=== TASK DETAILS ===
Go through the listing beneath and show each line containing the string "place".

• • • • •

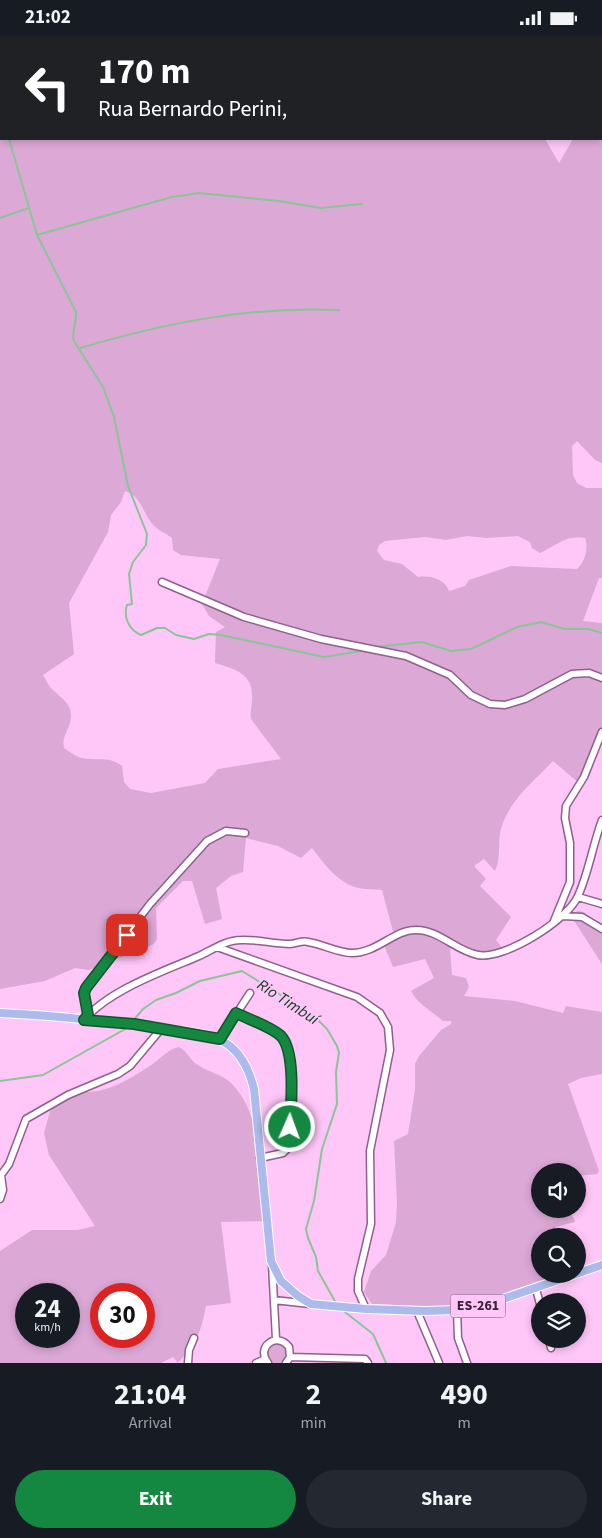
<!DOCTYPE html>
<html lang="en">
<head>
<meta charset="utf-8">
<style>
	body { margin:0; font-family:"Source Sans 3",sans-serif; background:#242831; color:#f1f3f6; height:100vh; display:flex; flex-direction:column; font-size:19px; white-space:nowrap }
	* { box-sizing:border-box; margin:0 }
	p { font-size:16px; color:#9ea1a6 }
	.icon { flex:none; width:28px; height:28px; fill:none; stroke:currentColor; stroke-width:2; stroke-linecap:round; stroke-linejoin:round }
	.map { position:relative; height:1328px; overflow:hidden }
	.details { display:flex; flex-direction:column; background:#171b24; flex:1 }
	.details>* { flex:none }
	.hud { position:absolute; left:0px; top:0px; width:602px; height:105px; box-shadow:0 2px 8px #0003; background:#202124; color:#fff; overflow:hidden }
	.fabs { position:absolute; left:531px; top:1128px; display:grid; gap:10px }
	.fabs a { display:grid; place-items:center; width:55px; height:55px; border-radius:50%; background:#171b24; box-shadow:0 2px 8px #0003; font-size:25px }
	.speed { position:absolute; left:15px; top:1248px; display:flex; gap:10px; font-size:25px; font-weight:700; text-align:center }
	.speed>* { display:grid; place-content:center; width:65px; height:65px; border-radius:50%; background:#171b24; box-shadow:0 2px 8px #0003; line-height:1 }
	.speed small { font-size:12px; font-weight:400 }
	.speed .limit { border:8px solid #d22; background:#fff; color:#111 }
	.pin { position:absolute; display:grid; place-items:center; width:42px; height:42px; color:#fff; margin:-21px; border-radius:10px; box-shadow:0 2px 8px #0006 }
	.me { position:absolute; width:55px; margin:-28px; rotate:2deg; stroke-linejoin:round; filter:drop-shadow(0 0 4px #0008) }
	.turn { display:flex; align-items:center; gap:18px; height:105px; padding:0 15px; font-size:22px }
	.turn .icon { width:65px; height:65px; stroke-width:2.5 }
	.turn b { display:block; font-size:35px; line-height:42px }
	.eta { display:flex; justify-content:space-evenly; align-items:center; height:85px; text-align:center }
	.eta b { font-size:30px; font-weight:700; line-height:35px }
	.primary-button { display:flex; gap:10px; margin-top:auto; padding:10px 15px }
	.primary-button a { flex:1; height:58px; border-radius:30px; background:#148740; color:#fff; font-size:20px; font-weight:700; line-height:58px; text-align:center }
	.primary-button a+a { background:#242831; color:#f1f3f6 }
	.status { display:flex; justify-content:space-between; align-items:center; height:35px; padding:0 25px; background:#171b24; direction:ltr }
	.status svg { height:14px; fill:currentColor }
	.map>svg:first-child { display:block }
	.green { fill:#dca8d6; fill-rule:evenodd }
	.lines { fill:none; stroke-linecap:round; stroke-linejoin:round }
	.stream { stroke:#89c595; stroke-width:2 }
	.minor-casing { stroke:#905f8c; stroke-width:9 }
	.major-casing { stroke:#fff; stroke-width:10 }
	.minor { stroke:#fff; stroke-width:6 }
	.major { stroke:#acbbeb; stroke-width:8 }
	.route-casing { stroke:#0d582a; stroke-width:12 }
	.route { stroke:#148740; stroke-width:9 }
	.labels { text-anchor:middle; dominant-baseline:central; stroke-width:4; stroke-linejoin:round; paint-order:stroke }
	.shield { fill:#ffc6f8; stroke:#735370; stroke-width:1 }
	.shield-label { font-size:14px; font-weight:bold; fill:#372235 }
	.water-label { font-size:16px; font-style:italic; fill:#154122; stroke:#ffc6f8 }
</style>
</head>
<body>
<div class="status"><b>21:02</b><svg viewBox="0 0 49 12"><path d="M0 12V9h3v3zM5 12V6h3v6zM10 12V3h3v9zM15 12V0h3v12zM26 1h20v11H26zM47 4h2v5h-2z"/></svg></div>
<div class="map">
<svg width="602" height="1328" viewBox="0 0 602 1328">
	<rect width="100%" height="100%" fill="#ffc6f8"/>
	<!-- green -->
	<path class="green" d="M48 0H385L48 1Z
		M602 50V428L595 425 577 406 572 411 573 440 577 448 586 453H602V543H599L583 586 602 588V703L579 748 553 726C533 747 506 768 500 798 498 811 501 823 495 836L484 824 474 831 486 844 480 851 511 882 496 905 507 919C486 930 469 919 450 913L452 940 466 943 469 952 464 961 515 966 563 978 566 971 602 977V1039L581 1043 568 1049 599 1136 597 1139 578 1141V1136H540V1174C558 1174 569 1168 575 1187L556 1192 554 1201H540V1239H553L554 1242 483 1268 464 1273 372 1269 364 1257 371 1236 386 1220 396 1187 397 1168 394 1106 408 1099 415 1055V1029L419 1021 441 995 451 989V986H443C432 976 418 970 411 956L434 943 425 924 393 932 384 910 394 900 382 855C373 854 364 855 355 852 336 846 323 827 312 813L301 823 278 811 246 803 243 837 231 841 216 853 222 884 205 889 192 846H183L156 873 157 904 154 909 89 935 75 933 45 946 0 954V65L1 104H545L559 128 573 104H601ZM125 456C141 462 141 473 150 486 156 495 164 497 172 503L173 515 181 520 220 524 202 569 209 581 225 592 216 597 215 628C234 634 254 638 252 664 252 671 250 677 251 684L281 724 218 734 205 748 151 758 130 754 124 747 122 731C110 721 96 726 82 723 76 722 69 716 64 713 62 702 67 698 70 688 74 671 65 666 54 656 49 652 46 645 43 640L74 619 69 568 108 497 111 480 121 467ZM467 501 487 503 518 501 530 507 532 513 540 518C555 511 567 499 585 503 589 513 585 527 577 534L511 531 469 545 465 551 449 556C445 544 430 540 418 542L402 529 384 525 377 516 379 510 385 506 425 502 446 505Z
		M577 876 584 877 595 889 602 892V929L571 881Z
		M179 1012C187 1016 189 1023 195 1028 206 1037 223 1039 232 1049 265 1084 260 1141 264 1186L221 1187 231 1268 206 1271C201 1298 196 1308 178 1328L173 1322 161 1328H0V1216L32 1195H78L95 1191 49 1120 44 1098 51 1073 83 1053 87 1057C110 1057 135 1041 154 1028 162 1022 169 1014 179 1012ZM26 1259H69V1301H26ZM101 1259H144V1301H101Z
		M266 1318a11 11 0 1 1 22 0a11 11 0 1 1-22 0Z"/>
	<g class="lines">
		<!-- stream -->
		<path class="stream" d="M5 1V0
			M0 6H1
			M0 73 1 77
			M9 104 37 200 76 277C77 288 71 296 74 306L103 352 114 382 128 451 147 499 146 510 133 527 129 539 132 569 127 570C123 582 129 595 141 600L157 593H165L176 600 194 604 209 599 221 600 324 622 361 616
			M0 183 29 173
			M37 200 172 162 199 158 279 166 321 173 362 169
			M80 313C165 288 250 271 339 275
			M376 612 422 607 451 616 471 614 517 592 541 587 565 594H588L602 598
			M132 987 143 974 156 965 176 958 200 946 242 936 313 980 327 994 337 1011 339 1018 336 1037 337 1069 322 1114 314 1166 306 1194 308 1203 316 1222 318 1236 336 1268
			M0 1046 43 1040 127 993
			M341 1274 373 1299 386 1328"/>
		<defs>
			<path id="minor" d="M162 547 244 582 321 604 406 621 450 640 471 660 490 669 505 670 525 664 572 639 589 638 602 643
				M578 862 602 869
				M563 881 582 882 602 894
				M554 886 570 847V808L565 783 566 771 584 742 602 697
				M217 912 357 962 380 978 388 992 390 1015 370 1116 371 1189 358 1244V1256L366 1274
				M236 978C250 985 270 991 281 1001 298 1019 290 1087 289 1112L283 1118 260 1123
				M88 981 85 964 86 953 150 869 207 806 226 796 245 798
				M84 985C109 955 164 936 199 921 212 915 226 905 241 905 257 904 273 909 290 909 296 909 302 905 308 907 323 909 337 918 352 918 377 918 394 895 415 895 438 894 456 916 478 920 504 925 568 885 578 861 588 840 593 809 602 785
				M220 1004 250 958
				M0 1164 3 1155 1 1140 9 1129 26 1084 68 1060 118 1039 130 1031 161 994
				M272 1229 276 1304
				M536 1254 540 1269
				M274 1265 310 1269
				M457 1275 458 1303 467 1328
				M417 1276 439 1328
				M549 1304 551 1313
				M290 1322 365 1324 368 1328
				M188 1328 189 1315 194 1303
				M256 1328 265 1324
				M268 1328C255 1312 277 1296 289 1312L290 1322 286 1328"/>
			<path id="major" d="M0 978C55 980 110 987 164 994 182 997 204 997 220 1005 240 1014 249 1034 254 1054L271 1226 281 1246 298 1261 311 1269 366 1274 425 1276 457 1275 488 1269 602 1230"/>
		</defs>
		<!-- minor casing -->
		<use href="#minor" class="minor-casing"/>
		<!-- major casing -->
		<use href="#major" class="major-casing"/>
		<!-- minor -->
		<use href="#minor" class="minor"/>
		<!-- major -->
		<use href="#major" class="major"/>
	</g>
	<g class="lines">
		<defs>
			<path id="route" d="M127 900 86 953 84 958 88 980 84 985 134 989 220 1004 236 978C250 985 270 991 281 1001 296 1017 291 1071 290 1092"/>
		</defs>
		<!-- route casing -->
		<use href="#route" class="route-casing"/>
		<!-- route -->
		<use href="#route" class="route"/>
	</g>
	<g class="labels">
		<!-- shield labels -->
		<rect class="shield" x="450.5" y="1259.5" width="55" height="23" rx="4"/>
		<g class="shield-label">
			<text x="478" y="1271">ES-261</text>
		</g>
		<!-- water labels -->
		<g class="water-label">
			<text transform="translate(288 967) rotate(33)">Rio Timbuí</text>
		</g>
	</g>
</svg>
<div class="fabs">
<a><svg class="icon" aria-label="sound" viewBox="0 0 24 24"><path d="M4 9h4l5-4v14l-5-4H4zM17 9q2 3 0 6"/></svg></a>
<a><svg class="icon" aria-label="search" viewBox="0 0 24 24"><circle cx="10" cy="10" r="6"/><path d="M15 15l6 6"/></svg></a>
<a><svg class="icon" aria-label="layers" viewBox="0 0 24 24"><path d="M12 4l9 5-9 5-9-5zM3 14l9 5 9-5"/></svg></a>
</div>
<div class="speed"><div>24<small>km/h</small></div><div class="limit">30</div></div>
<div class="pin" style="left:127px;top:900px;background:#d93025"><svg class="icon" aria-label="arrive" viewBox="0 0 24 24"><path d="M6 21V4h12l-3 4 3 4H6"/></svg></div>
<svg class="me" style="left:290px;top:1092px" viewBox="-20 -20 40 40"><circle r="17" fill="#148740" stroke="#fff" stroke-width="3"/><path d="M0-11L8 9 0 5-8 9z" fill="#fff"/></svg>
<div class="hud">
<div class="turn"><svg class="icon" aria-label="left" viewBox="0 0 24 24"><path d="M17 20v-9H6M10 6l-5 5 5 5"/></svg><div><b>170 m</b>Rua Bernardo Perini,</div></div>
</div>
</div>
<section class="details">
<div class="eta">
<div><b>21:04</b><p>Arrival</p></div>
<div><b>2</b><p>min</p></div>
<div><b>490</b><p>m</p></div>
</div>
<div class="primary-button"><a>Exit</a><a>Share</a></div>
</section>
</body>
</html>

• • • • •

=== YOUR RESPONSE ===
	.fabs a { display:grid; place-items:center; width:55px; height:55px; border-radius:50%; background:#171b24; box-shadow:0 2px 8px #0003; font-size:25px }
	.speed>* { display:grid; place-content:center; width:65px; height:65px; border-radius:50%; background:#171b24; box-shadow:0 2px 8px #0003; line-height:1 }
	.pin { position:absolute; display:grid; place-items:center; width:42px; height:42px; color:#fff; margin:-21px; border-radius:10px; box-shadow:0 2px 8px #0006 }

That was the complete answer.